Collected data:

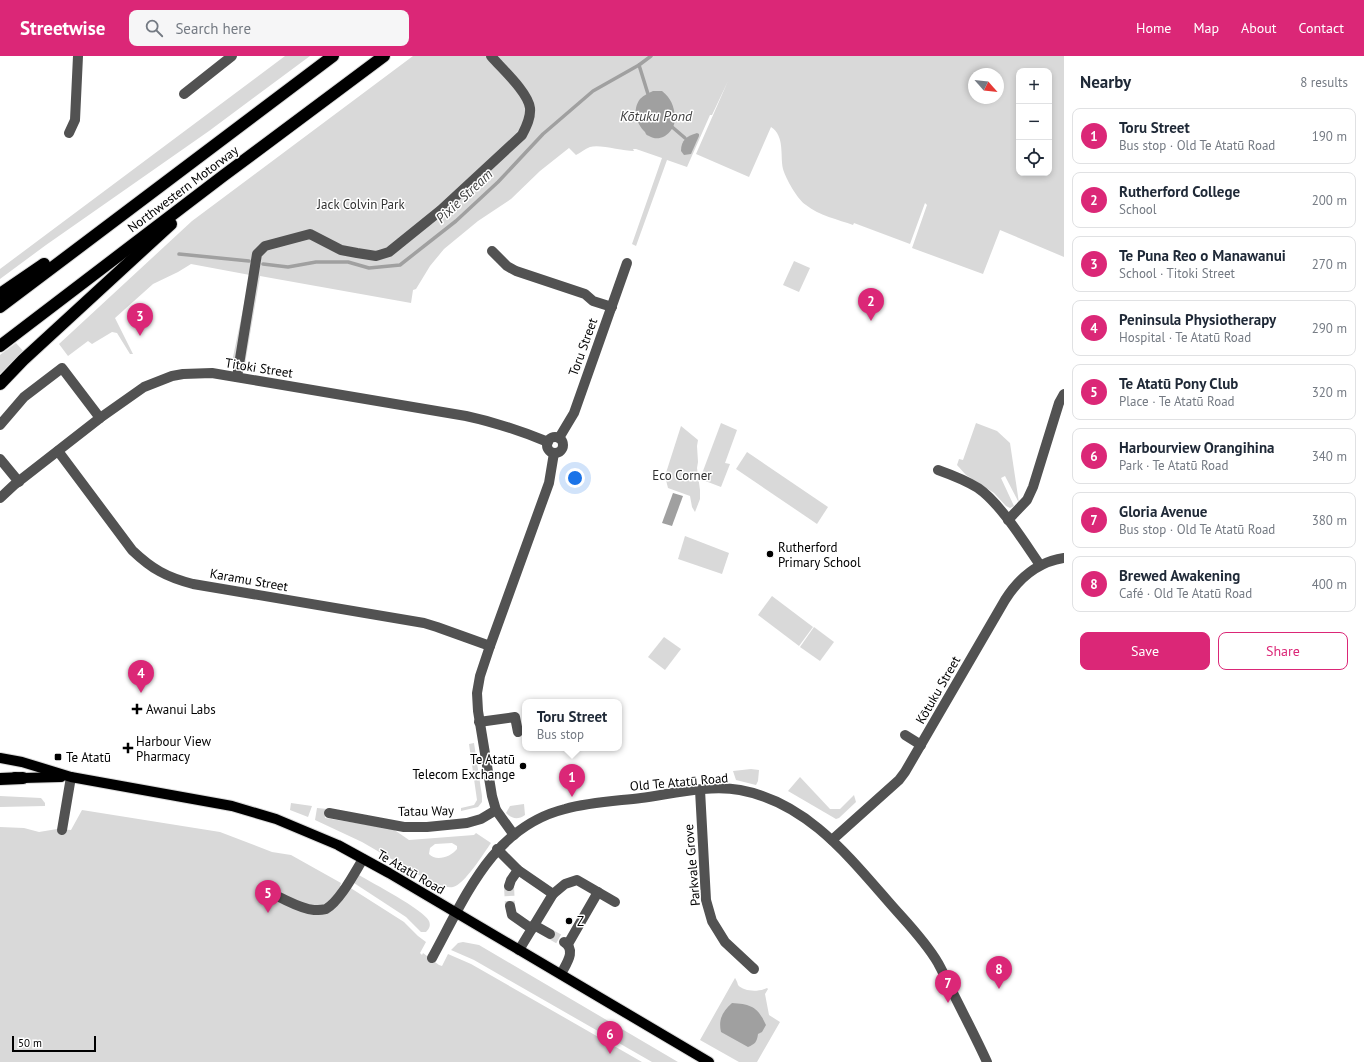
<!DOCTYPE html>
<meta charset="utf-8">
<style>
body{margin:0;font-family:"PT Sans",sans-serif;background:#f6f6f7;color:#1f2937}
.controls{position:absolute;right:12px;top:12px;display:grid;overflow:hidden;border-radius:8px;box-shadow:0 2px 6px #0003}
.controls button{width:36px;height:36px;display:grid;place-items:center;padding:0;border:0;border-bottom:1px solid #e0e1e3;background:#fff;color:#1f2937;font:20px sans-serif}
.compass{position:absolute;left:968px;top:12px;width:36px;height:36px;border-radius:50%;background:#fff;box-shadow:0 2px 6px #0003;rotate:117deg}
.scale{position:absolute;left:12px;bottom:10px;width:84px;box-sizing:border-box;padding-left:4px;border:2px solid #000;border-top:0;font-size:11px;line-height:14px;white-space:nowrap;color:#000;-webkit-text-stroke:3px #fff;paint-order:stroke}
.you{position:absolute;left:575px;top:422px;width:14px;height:14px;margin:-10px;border:3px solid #fff;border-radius:50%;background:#1a73e8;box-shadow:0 0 0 6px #1a73e833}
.badge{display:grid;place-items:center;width:26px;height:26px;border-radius:50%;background:#db2777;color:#fff;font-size:13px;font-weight:700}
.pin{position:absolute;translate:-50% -33px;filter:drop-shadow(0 1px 2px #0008)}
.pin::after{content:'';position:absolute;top:21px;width:14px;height:12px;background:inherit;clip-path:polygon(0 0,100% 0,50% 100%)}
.popup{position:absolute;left:522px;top:643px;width:100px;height:52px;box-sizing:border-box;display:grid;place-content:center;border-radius:8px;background:#fff;filter:drop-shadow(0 1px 3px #0005);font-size:13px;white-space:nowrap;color:#747a83}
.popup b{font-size:15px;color:#1f2937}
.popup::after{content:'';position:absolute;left:50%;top:100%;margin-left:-8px;border:8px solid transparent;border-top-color:#fff}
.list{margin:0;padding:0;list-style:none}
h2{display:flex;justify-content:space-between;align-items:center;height:52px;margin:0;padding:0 16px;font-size:17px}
h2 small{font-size:13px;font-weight:400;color:#747a83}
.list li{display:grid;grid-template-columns:26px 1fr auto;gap:12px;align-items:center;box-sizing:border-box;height:56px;margin:0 8px 8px;padding:0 8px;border:1px solid #e0e1e3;border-radius:8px}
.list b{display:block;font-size:15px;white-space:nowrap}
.list p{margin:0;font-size:13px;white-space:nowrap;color:#747a83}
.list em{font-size:13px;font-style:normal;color:#747a83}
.actions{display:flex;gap:8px;padding:12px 16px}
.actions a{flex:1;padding:9px 0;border:1px solid #db2777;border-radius:8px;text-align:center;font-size:14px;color:#db2777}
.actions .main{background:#db2777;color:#fff}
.icon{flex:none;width:22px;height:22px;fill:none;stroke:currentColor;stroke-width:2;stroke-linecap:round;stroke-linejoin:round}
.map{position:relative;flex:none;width:1064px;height:1006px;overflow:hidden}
header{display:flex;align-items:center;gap:24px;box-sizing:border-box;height:56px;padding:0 20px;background:#db2777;color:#fff}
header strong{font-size:19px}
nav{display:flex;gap:22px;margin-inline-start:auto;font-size:14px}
.search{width:280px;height:36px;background:#f6f6f7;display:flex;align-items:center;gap:10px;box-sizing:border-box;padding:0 14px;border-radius:8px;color:#747a83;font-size:15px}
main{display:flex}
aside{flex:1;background:#fff}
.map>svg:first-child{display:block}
</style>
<header>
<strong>Streetwise</strong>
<div class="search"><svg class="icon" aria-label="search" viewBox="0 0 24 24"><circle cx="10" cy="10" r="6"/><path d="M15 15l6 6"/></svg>Search here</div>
<nav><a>Home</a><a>Map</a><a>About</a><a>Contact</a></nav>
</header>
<main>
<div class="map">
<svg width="1064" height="1006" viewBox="0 0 1064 1006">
<rect width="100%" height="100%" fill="#fff"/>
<!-- green -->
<g fill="#d9d9d9" fill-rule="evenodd">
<polygon points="285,0 310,0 209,75 46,189 0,223 0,213"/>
<path d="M413 0H1064V201L1000 174 983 218 912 192 927 149 925 147 910 188 854 167 853 169C839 164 818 159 806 149 797 143 786 123 783 113 780 99 785 80 771 71L749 121 696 98 728 25 712 59H710L687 111 667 104 636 190 632 188 662 102 636 93H633L634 95C622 95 600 88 590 91 585 93 580 97 576 99L569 92 540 115 511 143 478 165 444 193 430 210 416 233 413 234 411 247 260 220 245 308 232 306 250 219 191 208 178 216 153 228 115 262 133 298H130L117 277 112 276 92 288 88 285 68 300 59 288 192 165ZM1019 15H1049V117H1019ZM974 18H998V42H974Z"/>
<polygon points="794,205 810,212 799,236 783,229"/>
<polygon points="16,287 24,296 0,318 0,299"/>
<polygon points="721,367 737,374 725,407 730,408 721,431 700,423"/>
<polygon points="976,367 997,375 1010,387 1019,447 1005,420 1001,422 1014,450 1010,452 1006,450 994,437 966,419 957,409 959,403 963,404"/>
<polygon points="681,370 698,384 697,390 698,406 697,412 700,434 700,443 695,456 692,451 690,440 668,432 665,420"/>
<polygon points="747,396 828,451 817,468 736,413"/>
<polygon points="685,480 729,497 722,518 678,503"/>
<polygon points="772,540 813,571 799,590 758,559"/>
<polygon points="814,571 834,586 820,605 800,591"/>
<polygon points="664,581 681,593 665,614 648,601"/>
<polygon points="474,687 482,740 482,746 478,751 461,755 461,752 474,749 477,744 469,688"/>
<polygon points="751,713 759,714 758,725 756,729 736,724 733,715"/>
<polygon points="800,721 830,753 840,753 854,739 856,746 839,762 836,763 788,735"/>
<polygon points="0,740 41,742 45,747 45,750 0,751"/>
<polygon points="291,747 312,750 308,761 290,754"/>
<path d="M524 748 525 759C518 764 512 763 506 757L510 750Z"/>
<path d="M317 752 327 753 325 762 393 773 409 784 474 779 476 777 491 787C484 797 464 829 453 831 446 832 438 829 431 826L362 786 315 764ZM452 787 457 790V793C451 801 436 806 429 798L430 792 435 788Z"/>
<polygon points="82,754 220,776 272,796 291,799 341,827 340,830 346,834 349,831 404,866 418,880 426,886 420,897 422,899 423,897 439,909 442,910 448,898 471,908 642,1006 0,1006 0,771 24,772 39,776 57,773 71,774"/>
<path d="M359 819C372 827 423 853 429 865 431 870 429 873 426 876H421L406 861 354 827Z"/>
<polygon points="463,886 479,889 678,1006 652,1006 474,904 451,894 458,887"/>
<path d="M735 922C736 923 738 928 738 929 744 936 759 936 767 932L768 933 765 938 769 959 780 966 757 1006H739L700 984Z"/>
</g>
<!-- water -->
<g fill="#a0a0a0">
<path d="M653 35H662C671 42 674 50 675 61 676 74 662 88 649 80 646 79 646 78 645 76 636 67 632 54 640 43 644 39 649 37 653 35Z"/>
<path d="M697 77 699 78V80L691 98 684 99 681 95C681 84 687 80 697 77Z"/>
<polygon points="673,437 683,440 672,470 662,467"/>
<path d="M732 947C751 948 758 951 766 969L762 976 758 978C757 986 755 988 748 991L721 976C718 963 723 955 732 947Z"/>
</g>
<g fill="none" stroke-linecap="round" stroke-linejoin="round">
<!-- stream -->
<g stroke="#a0a0a0" stroke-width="3.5">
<polyline points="639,9 648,38 650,41"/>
<polyline points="671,70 685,82"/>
<polyline points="179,198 249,205"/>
<polyline points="263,208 288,211 316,206 348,206 369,212 400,209 456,165 498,126 543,78 593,35 639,9 651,0"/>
</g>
<!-- minor-tunnel -->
<g stroke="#d9d9d9" stroke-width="10" stroke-dasharray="10 5" stroke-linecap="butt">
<polyline points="509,830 510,850"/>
<polyline points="550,878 564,886"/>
</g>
<!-- major casing -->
<g stroke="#dbdbdb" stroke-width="12">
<g id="major">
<polyline points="0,702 22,706 71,721 232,750 276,763 338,789 389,817 709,1006"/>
<polyline points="15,721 23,722 61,721"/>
</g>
</g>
<!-- highway casing -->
<g stroke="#dbdbdb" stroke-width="14">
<g id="highway">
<polyline points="0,238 44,208"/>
<polyline points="0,251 333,0"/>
<polyline points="0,290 223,120 384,0"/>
<polyline points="0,328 23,304 171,168"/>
<polyline points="0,723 23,722"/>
</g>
</g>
<!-- minor -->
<g stroke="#525252" stroke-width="10">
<polyline points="184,38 232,0"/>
<polyline points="69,77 75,64 78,0"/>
<polyline points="492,195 507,210 516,215 585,238 593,245 612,251"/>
<path d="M237 321 257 198 265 190 310 178 341 194 357 197 376 200 389 196 441 154 522 79C526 71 531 62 530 52 528 36 502 13 491 0"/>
<polyline points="0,369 24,341 62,312 100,362"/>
<circle cx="555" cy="389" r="8"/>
<polyline points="559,382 574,357 627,207"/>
<path d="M58 395 132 494C152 513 166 521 193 528L424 567 437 571 490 590"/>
<polyline points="0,403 19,426"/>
<path d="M938 414C952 419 965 424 978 432 1000 447 1024 486 1040 509"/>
<path d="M0 442 14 429 100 362 144 331 172 320 183 318 212 317 466 360C494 366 521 375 548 386"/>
<polyline points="1008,464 1027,444 1033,431 1059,347 1064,338"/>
<polyline points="479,666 515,661 518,676"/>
<polyline points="905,679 921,689"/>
<polyline points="700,734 706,844 712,865 725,886 754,913"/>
<polyline points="329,757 404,771 427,771 467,767 481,763 496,754"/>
<polyline points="62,774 71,721"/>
<polyline points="514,779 496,754 492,740 478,655 477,637 480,620 490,590 549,427 554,397"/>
<path d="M832 784 899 724 905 716 1005 544C1019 522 1037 506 1064 502"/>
<polyline points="497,793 518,814 553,838 519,894"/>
<polyline points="509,830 511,824 518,814"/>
<polyline points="553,838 565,828 577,824 615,846"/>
<path d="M279 841C290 846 302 853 314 854 318 854 323 854 326 853 340 845 355 816 363 803"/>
<polyline points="510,850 512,859 532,873"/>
<polyline points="534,869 550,878"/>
<polyline points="568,888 598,836"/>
<path d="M432 902C465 842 492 771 565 753 590 746 616 745 641 742 671 738 710 728 740 734 805 746 846 797 887 844 904 864 924 883 938 907 944 918 949 929 955 941 966 963 977 984 987 1006"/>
<path d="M561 918C566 908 577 894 564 886"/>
</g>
<!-- major -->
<use href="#major" stroke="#000" stroke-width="10"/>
<!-- highway -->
<use href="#highway" stroke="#000" stroke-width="12"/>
</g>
<!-- markers -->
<g fill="#000" stroke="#fff" stroke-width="1.5">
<circle cx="770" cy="498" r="4"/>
<path d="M135 647h4v4h4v4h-4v4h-4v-4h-4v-4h4z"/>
<path d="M126 686h4v4h4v4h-4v4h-4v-4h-4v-4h4z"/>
<rect x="54" y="697" width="8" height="8" rx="2"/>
<circle cx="523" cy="710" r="4"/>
<circle cx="569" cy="865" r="4"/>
</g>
<g text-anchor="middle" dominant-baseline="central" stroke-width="3" stroke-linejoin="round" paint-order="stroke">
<!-- street labels -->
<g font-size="13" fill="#000" stroke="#fff">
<text transform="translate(183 133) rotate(-37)">Northwestern Motorway</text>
<text transform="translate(583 291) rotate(-70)">Toru Street</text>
<text transform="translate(259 312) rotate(9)">Titoki Street</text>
<text transform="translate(249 524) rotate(10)">Karamu Street</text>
<text transform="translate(938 634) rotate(-60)">Kōtuku Street</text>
<text transform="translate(679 726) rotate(-5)">Old Te Atatū Road</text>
<text transform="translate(426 755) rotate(-1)">Tatau Way</text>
<text transform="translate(692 809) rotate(-95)">Parkvale Grove</text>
<text transform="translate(411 816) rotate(30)">Te Atatū Road</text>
</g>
<!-- park labels -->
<g font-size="13" fill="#303030" stroke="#fff">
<text x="361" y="148">Jack Colvin Park</text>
<text x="682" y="419">Eco Corner</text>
</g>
<!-- poi labels -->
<g font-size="13" fill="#000" stroke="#fff" text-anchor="start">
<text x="778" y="491">Rutherford<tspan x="778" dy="15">Primary School</tspan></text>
<text x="146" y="653">Awanui Labs</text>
<text x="136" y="685">Harbour View<tspan x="136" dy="15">Pharmacy</tspan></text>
<text x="66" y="701">Te Atatū</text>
<text x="515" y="703" text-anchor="end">Te Atatū<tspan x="515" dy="15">Telecom Exchange</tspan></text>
<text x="577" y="865">Z</text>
</g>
<!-- water labels -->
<g font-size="14" font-style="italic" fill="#414141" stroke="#fff">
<text x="656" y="60">Kōtuku Pond</text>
<text transform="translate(464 140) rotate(-43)">Pixie Stream</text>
</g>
</g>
</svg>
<div class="controls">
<button>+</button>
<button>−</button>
<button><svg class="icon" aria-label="locate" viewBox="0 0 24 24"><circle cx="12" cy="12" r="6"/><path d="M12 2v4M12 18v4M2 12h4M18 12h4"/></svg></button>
</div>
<svg class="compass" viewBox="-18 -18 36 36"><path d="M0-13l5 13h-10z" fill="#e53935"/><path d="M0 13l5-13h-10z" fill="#747a83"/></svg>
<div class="scale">50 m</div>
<div class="you"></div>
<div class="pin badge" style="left:572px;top:741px">1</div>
<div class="popup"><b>Toru Street</b>Bus stop</div>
<div class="pin badge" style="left:871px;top:265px">2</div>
<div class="pin badge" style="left:140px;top:280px">3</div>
<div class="pin badge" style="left:141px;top:637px">4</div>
<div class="pin badge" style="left:268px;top:857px">5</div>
<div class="pin badge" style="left:610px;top:998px">6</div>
<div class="pin badge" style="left:948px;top:947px">7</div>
<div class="pin badge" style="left:999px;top:933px">8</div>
</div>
<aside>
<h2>Nearby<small>8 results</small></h2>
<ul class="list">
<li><span class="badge">1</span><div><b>Toru Street</b><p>Bus stop · Old Te Atatū Road</p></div><em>190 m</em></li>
<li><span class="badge">2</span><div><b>Rutherford College</b><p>School</p></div><em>200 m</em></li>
<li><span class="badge">3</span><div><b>Te Puna Reo o Manawanui</b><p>School · Titoki Street</p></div><em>270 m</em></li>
<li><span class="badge">4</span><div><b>Peninsula Physiotherapy</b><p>Hospital · Te Atatū Road</p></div><em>290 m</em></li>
<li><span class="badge">5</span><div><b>Te Atatū Pony Club</b><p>Place · Te Atatū Road</p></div><em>320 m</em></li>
<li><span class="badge">6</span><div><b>Harbourview Orangihina</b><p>Park · Te Atatū Road</p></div><em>340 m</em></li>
<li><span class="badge">7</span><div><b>Gloria Avenue</b><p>Bus stop · Old Te Atatū Road</p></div><em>380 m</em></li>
<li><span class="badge">8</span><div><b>Brewed Awakening</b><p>Café · Old Te Atatū Road</p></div><em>400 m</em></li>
</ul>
<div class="actions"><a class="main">Save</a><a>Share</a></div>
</aside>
</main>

- [Instructions to follow]: Lines above that contain the string "bottom" make up the answer.

- [Exercise answer]:
.controls button{width:36px;height:36px;display:grid;place-items:center;padding:0;border:0;border-bottom:1px solid #e0e1e3;background:#fff;color:#1f2937;font:20px sans-serif}
.scale{position:absolute;left:12px;bottom:10px;width:84px;box-sizing:border-box;padding-left:4px;border:2px solid #000;border-top:0;font-size:11px;line-height:14px;white-space:nowrap;color:#000;-webkit-text-stroke:3px #fff;paint-order:stroke}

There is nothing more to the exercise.